Excerpts from a dataset:

====

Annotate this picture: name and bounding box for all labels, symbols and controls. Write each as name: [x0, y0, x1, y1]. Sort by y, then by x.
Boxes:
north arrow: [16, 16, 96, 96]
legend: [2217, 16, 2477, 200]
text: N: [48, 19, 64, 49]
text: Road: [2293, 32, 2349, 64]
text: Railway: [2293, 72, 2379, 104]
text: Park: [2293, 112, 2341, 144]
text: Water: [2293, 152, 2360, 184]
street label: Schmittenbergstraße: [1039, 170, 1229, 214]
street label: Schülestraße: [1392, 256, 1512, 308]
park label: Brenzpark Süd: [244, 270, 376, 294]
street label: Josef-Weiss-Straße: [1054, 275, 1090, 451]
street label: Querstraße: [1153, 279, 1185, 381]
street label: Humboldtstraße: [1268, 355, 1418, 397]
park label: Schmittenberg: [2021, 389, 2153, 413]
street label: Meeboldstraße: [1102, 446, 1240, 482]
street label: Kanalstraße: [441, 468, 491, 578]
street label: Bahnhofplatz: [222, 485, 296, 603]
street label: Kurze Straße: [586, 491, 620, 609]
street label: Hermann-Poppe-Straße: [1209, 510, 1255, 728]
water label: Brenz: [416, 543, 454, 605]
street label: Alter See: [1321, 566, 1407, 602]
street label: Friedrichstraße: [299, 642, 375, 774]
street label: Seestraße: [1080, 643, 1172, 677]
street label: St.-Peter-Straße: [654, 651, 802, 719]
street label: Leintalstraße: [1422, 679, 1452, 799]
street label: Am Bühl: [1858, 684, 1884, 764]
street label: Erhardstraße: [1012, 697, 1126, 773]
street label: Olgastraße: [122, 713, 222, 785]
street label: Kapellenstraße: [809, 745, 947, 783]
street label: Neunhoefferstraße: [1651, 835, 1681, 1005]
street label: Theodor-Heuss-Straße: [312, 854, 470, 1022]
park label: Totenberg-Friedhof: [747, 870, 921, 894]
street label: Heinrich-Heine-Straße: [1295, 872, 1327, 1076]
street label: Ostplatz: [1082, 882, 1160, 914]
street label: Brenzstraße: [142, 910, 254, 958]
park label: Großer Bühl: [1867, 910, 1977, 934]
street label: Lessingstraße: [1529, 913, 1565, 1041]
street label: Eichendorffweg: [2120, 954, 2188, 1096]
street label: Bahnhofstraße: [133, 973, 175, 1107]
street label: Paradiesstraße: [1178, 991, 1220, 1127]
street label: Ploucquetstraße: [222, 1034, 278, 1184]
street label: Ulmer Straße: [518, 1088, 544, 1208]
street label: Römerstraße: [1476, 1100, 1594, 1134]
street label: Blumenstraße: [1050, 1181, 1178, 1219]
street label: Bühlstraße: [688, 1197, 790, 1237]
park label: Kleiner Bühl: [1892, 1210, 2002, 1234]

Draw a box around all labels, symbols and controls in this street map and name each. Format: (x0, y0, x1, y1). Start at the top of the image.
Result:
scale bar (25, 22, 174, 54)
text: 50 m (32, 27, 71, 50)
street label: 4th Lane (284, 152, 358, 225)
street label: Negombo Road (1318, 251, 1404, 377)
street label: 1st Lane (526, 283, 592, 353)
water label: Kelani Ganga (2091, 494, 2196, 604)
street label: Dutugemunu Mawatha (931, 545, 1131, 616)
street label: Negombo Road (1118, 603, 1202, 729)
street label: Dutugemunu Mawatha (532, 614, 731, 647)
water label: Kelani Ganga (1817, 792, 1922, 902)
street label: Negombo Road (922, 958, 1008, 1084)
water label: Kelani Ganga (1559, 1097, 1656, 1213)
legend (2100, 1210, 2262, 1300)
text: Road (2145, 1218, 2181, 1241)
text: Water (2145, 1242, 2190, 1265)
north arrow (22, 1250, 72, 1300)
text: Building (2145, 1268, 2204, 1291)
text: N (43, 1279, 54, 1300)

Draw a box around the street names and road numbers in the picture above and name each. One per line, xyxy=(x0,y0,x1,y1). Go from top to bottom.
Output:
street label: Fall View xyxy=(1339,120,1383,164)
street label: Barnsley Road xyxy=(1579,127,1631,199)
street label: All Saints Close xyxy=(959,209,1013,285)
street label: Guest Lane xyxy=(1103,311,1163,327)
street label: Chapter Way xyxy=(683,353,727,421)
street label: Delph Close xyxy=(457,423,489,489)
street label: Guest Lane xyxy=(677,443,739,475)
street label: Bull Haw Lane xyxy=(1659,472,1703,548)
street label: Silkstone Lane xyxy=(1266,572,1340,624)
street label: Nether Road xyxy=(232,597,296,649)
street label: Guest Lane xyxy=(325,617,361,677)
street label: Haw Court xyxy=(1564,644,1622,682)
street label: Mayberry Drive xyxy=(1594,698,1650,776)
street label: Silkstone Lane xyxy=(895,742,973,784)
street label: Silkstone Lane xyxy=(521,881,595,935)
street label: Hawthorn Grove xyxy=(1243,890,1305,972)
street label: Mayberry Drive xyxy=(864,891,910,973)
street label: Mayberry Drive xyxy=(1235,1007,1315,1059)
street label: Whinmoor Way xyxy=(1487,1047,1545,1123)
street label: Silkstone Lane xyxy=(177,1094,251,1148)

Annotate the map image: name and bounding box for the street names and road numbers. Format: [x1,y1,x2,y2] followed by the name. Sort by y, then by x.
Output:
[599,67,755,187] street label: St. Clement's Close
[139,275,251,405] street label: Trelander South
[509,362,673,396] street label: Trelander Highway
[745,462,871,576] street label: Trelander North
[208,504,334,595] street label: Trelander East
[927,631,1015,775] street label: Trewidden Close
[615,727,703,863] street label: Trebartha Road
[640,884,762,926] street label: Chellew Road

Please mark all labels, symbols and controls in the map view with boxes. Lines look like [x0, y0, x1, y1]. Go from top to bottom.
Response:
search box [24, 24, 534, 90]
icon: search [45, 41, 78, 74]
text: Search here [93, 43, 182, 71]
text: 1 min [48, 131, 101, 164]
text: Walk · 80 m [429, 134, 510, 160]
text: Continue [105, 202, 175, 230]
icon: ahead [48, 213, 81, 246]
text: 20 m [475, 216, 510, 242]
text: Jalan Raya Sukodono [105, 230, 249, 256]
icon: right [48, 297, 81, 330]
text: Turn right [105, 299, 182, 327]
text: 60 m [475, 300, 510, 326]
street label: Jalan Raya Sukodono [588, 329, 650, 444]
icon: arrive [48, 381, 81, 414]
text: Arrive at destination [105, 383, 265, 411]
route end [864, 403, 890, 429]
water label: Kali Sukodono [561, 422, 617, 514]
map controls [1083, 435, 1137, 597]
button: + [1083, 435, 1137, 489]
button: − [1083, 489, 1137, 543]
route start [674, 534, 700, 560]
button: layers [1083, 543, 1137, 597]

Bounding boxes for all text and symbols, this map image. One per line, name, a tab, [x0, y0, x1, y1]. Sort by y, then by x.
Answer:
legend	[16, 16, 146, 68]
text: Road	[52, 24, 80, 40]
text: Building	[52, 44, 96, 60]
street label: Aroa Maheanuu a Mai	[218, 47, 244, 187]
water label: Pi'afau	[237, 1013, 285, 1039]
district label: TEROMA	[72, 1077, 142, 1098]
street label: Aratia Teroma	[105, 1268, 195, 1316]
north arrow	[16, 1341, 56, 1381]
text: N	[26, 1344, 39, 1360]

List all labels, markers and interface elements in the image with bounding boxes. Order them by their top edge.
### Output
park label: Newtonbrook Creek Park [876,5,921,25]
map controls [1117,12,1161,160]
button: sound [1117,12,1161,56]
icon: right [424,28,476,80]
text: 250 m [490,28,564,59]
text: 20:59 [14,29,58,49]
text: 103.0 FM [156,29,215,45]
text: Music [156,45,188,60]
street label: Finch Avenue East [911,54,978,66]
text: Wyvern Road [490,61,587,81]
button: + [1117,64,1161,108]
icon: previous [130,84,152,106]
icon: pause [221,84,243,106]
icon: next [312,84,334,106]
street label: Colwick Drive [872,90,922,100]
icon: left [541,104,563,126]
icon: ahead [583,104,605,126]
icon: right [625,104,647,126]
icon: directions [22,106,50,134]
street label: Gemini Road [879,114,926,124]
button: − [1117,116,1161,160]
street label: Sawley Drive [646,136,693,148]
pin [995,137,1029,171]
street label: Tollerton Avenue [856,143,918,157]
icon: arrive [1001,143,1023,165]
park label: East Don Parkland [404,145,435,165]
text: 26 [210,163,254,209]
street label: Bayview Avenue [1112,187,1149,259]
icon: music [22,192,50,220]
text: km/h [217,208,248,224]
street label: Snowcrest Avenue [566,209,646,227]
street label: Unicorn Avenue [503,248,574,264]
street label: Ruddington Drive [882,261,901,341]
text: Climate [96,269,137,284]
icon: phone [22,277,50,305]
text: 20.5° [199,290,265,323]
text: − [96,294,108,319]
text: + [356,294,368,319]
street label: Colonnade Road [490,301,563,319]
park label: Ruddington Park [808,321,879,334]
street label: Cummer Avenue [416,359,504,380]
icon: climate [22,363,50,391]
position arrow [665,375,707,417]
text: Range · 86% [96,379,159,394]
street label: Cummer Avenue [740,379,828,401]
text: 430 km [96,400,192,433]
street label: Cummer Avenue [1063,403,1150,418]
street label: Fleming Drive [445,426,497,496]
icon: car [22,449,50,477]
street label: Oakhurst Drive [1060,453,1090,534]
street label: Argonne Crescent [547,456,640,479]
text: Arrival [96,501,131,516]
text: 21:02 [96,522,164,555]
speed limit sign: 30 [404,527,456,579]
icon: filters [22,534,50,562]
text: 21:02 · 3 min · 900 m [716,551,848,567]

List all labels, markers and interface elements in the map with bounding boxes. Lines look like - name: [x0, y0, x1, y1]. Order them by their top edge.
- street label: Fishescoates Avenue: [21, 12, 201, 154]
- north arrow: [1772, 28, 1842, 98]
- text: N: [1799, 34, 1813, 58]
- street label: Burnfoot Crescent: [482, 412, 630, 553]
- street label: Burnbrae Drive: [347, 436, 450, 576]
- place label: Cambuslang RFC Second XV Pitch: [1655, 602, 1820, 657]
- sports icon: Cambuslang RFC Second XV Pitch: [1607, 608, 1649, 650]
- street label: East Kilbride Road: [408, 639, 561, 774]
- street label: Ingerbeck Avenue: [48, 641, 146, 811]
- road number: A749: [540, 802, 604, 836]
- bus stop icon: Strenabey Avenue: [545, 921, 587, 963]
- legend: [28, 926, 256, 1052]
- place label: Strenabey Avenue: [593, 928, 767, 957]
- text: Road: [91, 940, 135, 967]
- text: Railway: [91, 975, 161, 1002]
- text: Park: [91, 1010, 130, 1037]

====

Aim of the exercise:
Respond with the exact lines running from the one that contains "List all labels, markers and interface elements in the map" through the last line of the data above, and no other lines.

Output for this task:
List all labels, markers and interface elements in the map with bounding boxes. Lines look like - name: [x0, y0, x1, y1]. Order them by their top edge.
- street label: Fishescoates Avenue: [21, 12, 201, 154]
- north arrow: [1772, 28, 1842, 98]
- text: N: [1799, 34, 1813, 58]
- street label: Burnfoot Crescent: [482, 412, 630, 553]
- street label: Burnbrae Drive: [347, 436, 450, 576]
- place label: Cambuslang RFC Second XV Pitch: [1655, 602, 1820, 657]
- sports icon: Cambuslang RFC Second XV Pitch: [1607, 608, 1649, 650]
- street label: East Kilbride Road: [408, 639, 561, 774]
- street label: Ingerbeck Avenue: [48, 641, 146, 811]
- road number: A749: [540, 802, 604, 836]
- bus stop icon: Strenabey Avenue: [545, 921, 587, 963]
- legend: [28, 926, 256, 1052]
- place label: Strenabey Avenue: [593, 928, 767, 957]
- text: Road: [91, 940, 135, 967]
- text: Railway: [91, 975, 161, 1002]
- text: Park: [91, 1010, 130, 1037]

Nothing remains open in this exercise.